アメリカでは、ホワイトハウスの危機管理室で通信装置を通じて、その用意周到な作戦の一部始終をアメリカ政府の幹部たちと見守っていたオバマ大統領が、その終了後にアメリカ時間5月1日の夜に緊急声明を発表した。大統領は、メディアを通じ、全アメリカ国民、および世界に向かって、「米国は国際テロ組織アルカイダの指導者、ウサマ・ビンラディンを殺害した。…(略)…これはアメリカの、対アルカイダの取り組みの中で最も重要な業績だ。正義が行われたのだ」と誇らしげに、演説した。
その後、ホワイトハウス前には若者ら数千人が集まり、星条旗を振り、「USA」を連呼し、敵の死を祝うとともに、大統領の功績を賞賛したという(毎日新聞朝刊2011/5/4 総合面)。

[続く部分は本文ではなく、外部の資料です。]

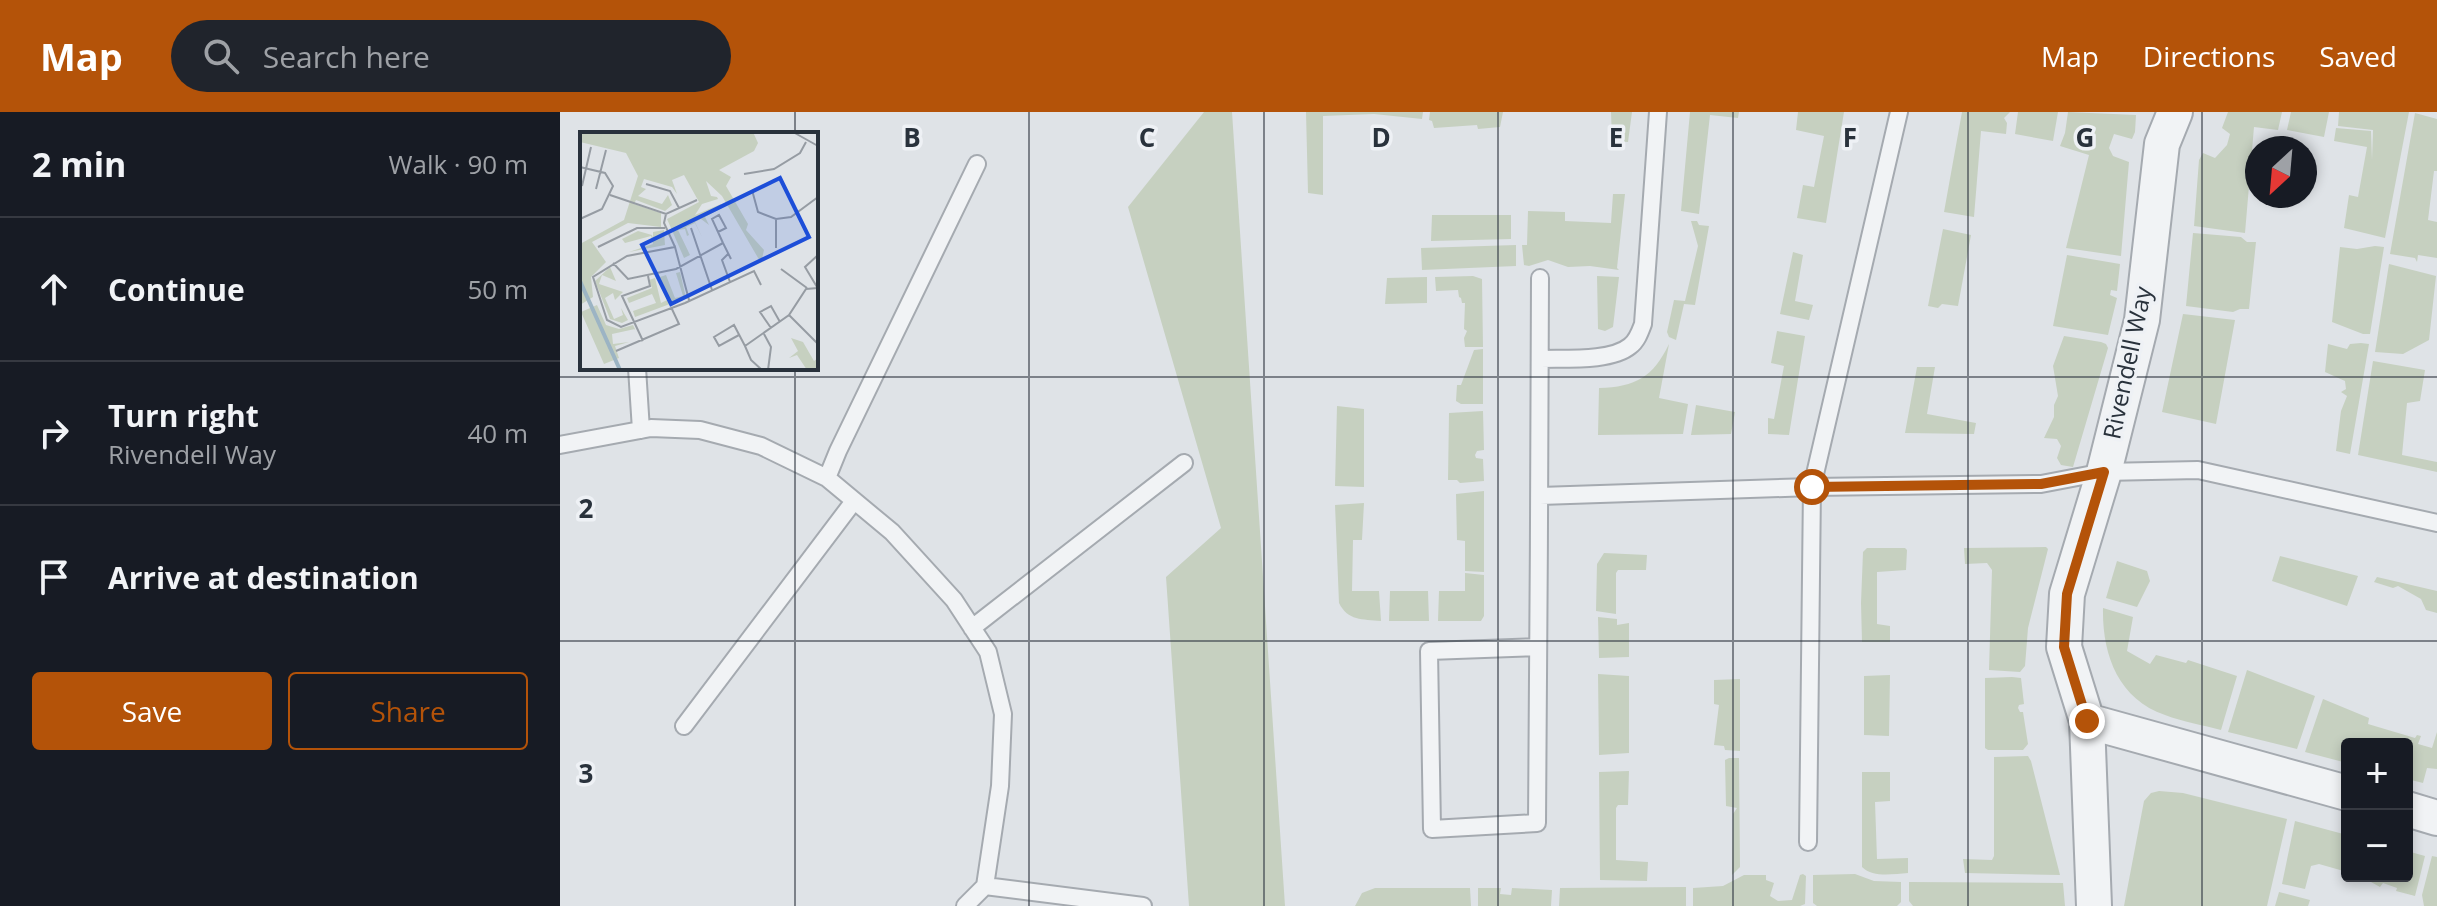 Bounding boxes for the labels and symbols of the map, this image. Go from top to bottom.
text: B [903,119,921,155]
text: C [1139,119,1155,155]
text: D [1371,119,1391,155]
text: E [1609,119,1623,155]
text: F [1843,119,1857,155]
text: G [2076,119,2094,155]
inset map [580,132,818,370]
north arrow [2245,136,2317,208]
street label: Rivendell Way [2094,282,2159,442]
route start [1794,469,1830,505]
text: 2 [579,490,594,526]
route end [2069,703,2105,739]
text: 3 [579,755,593,791] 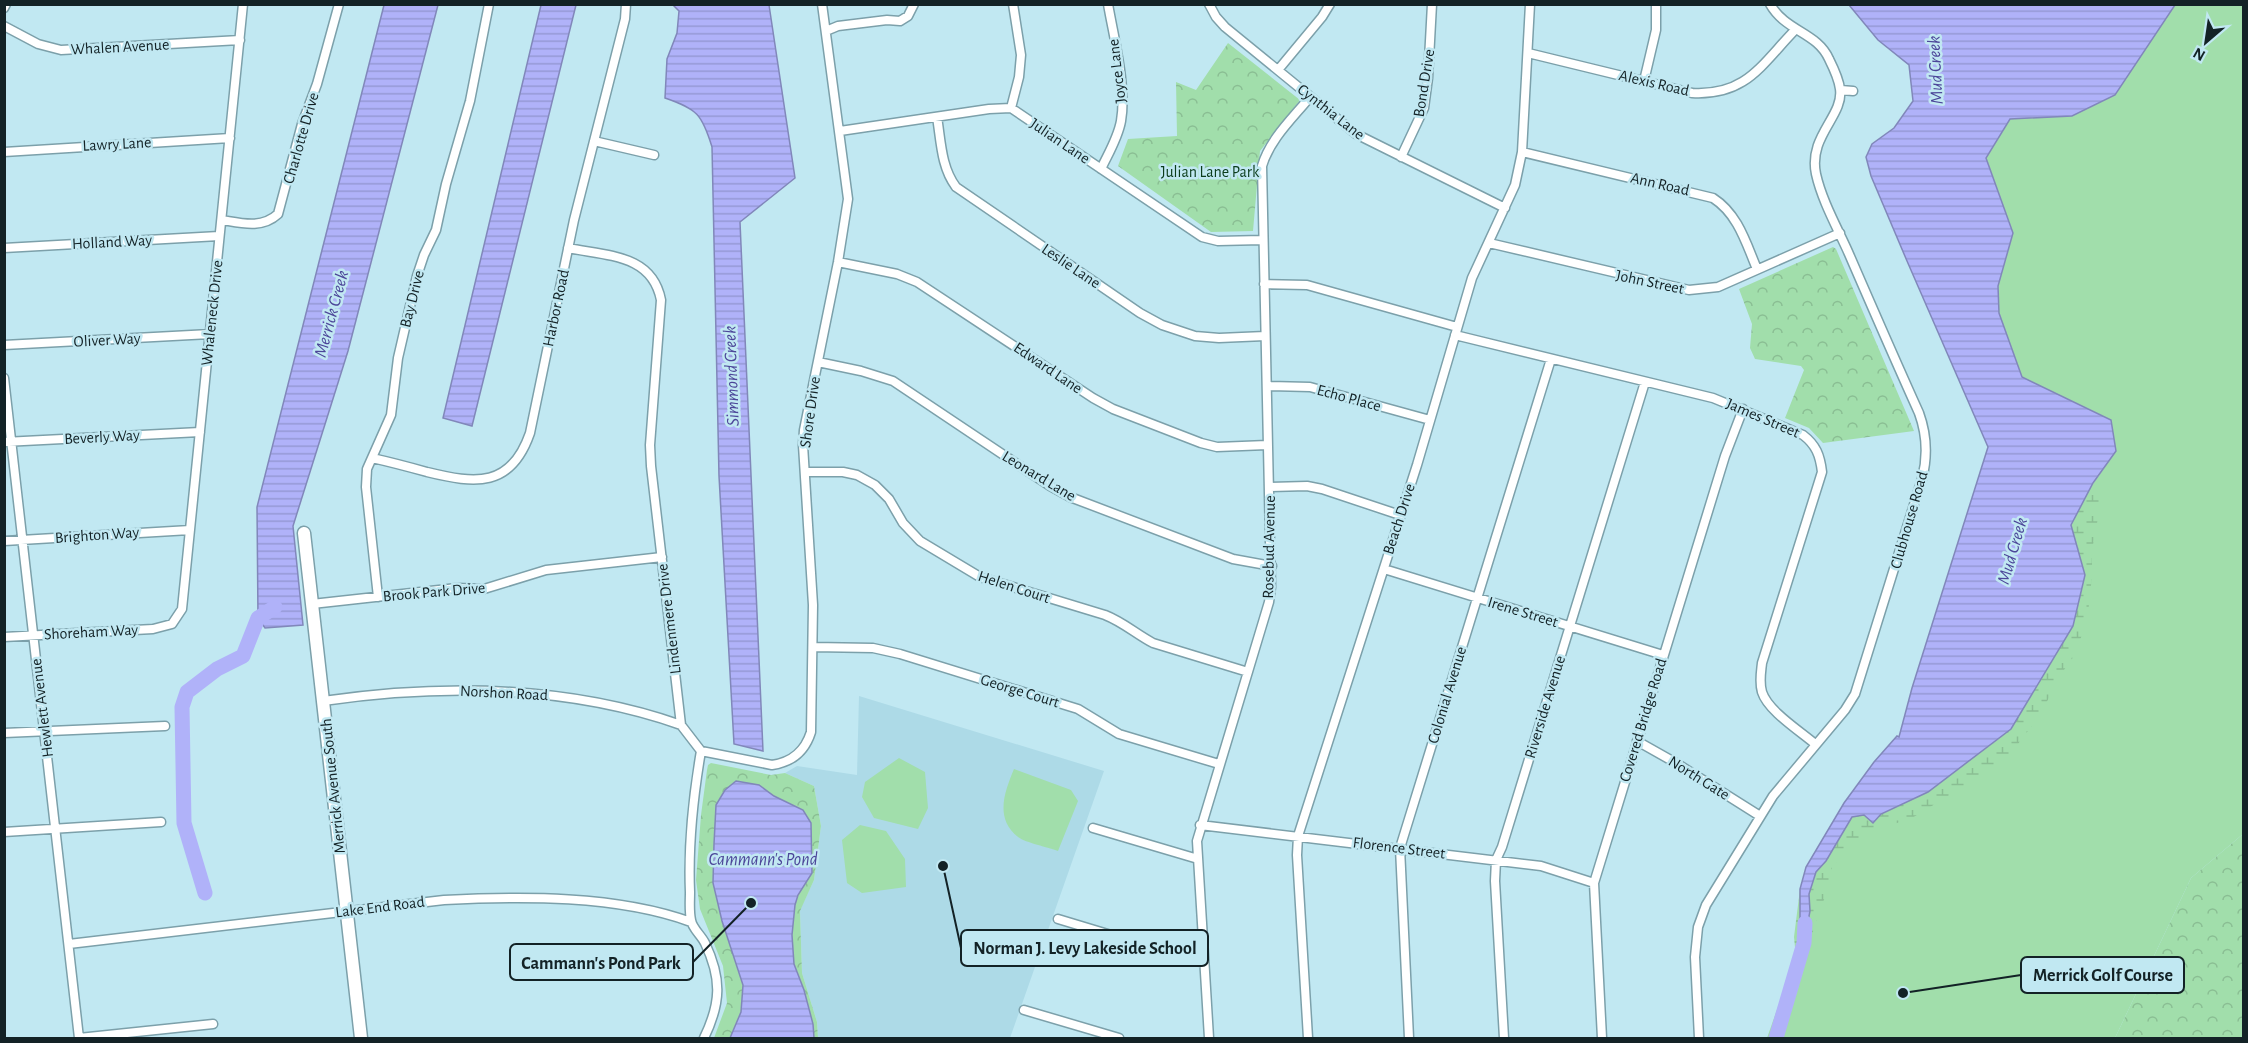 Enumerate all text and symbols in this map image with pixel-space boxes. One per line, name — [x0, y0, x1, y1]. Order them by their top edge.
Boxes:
north arrow — [2176, 12, 2236, 72]
water label: Mud Creek — [1925, 35, 1947, 105]
street label: Whalen Avenue — [70, 36, 170, 58]
street label: Joyce Lane — [1105, 38, 1130, 104]
text: N — [2190, 45, 2208, 64]
street label: Bond Drive — [1411, 48, 1437, 118]
street label: Alexis Road — [1617, 67, 1691, 99]
street label: Cynthia Lane — [1294, 81, 1367, 144]
street label: Charlotte Drive — [280, 91, 322, 185]
street label: Julian Lane — [1027, 115, 1093, 167]
street label: Lawry Lane — [82, 134, 152, 155]
park label: Julian Lane Park — [1161, 164, 1260, 180]
street label: Ann Road — [1629, 169, 1691, 199]
street label: Holland Way — [72, 232, 153, 253]
street label: Leslie Lane — [1039, 241, 1103, 291]
street label: Whaleneck Drive — [198, 259, 226, 367]
street label: John Street — [1614, 267, 1686, 297]
street label: Harbor Road — [540, 268, 572, 348]
water label: Merrick Creek — [312, 269, 352, 359]
street label: Bay Drive — [397, 269, 428, 330]
water label: Simmond Creek — [721, 325, 743, 427]
street label: Oliver Way — [73, 330, 141, 351]
street label: Edward Lane — [1011, 339, 1085, 397]
street label: Shore Drive — [797, 375, 823, 449]
street label: Echo Place — [1315, 382, 1383, 414]
street label: James Street — [1724, 395, 1802, 441]
street label: Beverly Way — [64, 427, 140, 448]
street label: Leonard Lane — [999, 448, 1079, 504]
street label: Clubhouse Road — [1887, 469, 1931, 571]
street label: Beach Drive — [1380, 482, 1418, 556]
street label: Rosebud Avenue — [1260, 495, 1278, 599]
water label: Mud Creek — [1995, 516, 2031, 586]
street label: Brighton Way — [54, 524, 140, 547]
street label: Lindenmere Drive — [654, 563, 684, 675]
street label: Helen Court — [976, 568, 1052, 606]
street label: Brook Park Drive — [382, 580, 486, 604]
street label: Irene Street — [1486, 594, 1560, 630]
street label: Shoreham Way — [43, 622, 139, 643]
street label: Colonial Avenue — [1425, 645, 1469, 745]
street label: Riverside Avenue — [1522, 654, 1568, 760]
street label: Covered Bridge Road — [1617, 656, 1669, 784]
street label: Hewlett Avenue — [28, 658, 56, 758]
street label: George Court — [979, 671, 1061, 711]
street label: Norshon Road — [460, 683, 548, 703]
street label: Merrick Avenue South — [318, 718, 348, 854]
street label: North Gate — [1666, 753, 1732, 803]
street label: Florence Street — [1352, 834, 1446, 862]
water label: Cammann's Pond — [708, 851, 818, 869]
street label: Lake End Road — [335, 894, 425, 920]
callout: Norman J. Levy Lakeside School — [961, 930, 1208, 966]
text: Norman J. Levy Lakeside School — [973, 940, 1197, 958]
callout: Cammann's Pond Park — [510, 944, 693, 980]
text: Cammann's Pond Park — [521, 955, 681, 973]
callout: Merrick Golf Course — [2021, 957, 2184, 993]
text: Merrick Golf Course — [2033, 967, 2173, 985] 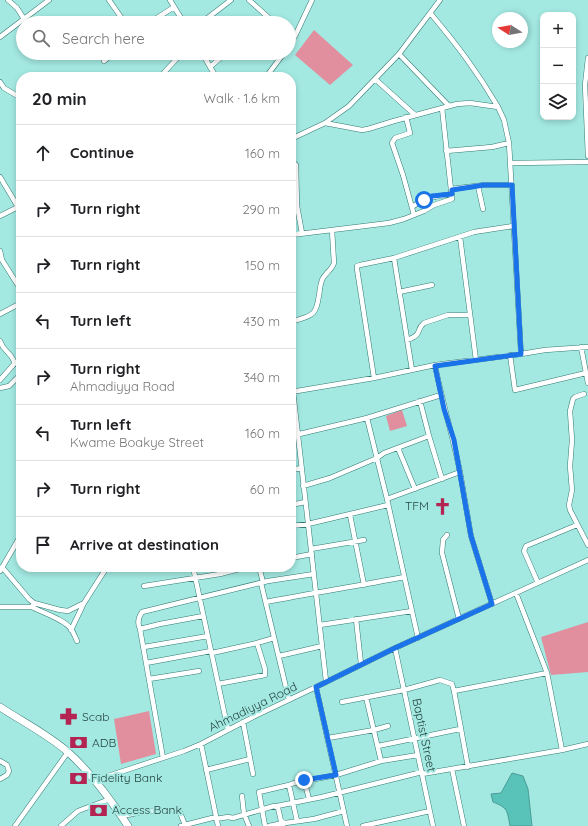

米国がお祝い気分でうかれているのでは、アラブ諸国の反米感情を逆なですることになりそうだ。これでアメリカの威信が保たれたのかもしれないが、ウサマ・ビンラディンはアルカイダの指導者としては実質的な活動をせず、ほとんど引退したようなものであって、外部との通信手段もないような孤立した「隠れ家」に潜んでいたのだから、これでアルカイダが壊滅したわけではなく、テロの脅威がなくなったとはいえず、むしろ高まる危険もある。アメリカは、やられたからやり返すという復讐劇を演じただけだろう。それでは正義(Justice、「勧善懲悪」や応報)の意味もある)は、目的を達成しただけの自己満足になってしまう。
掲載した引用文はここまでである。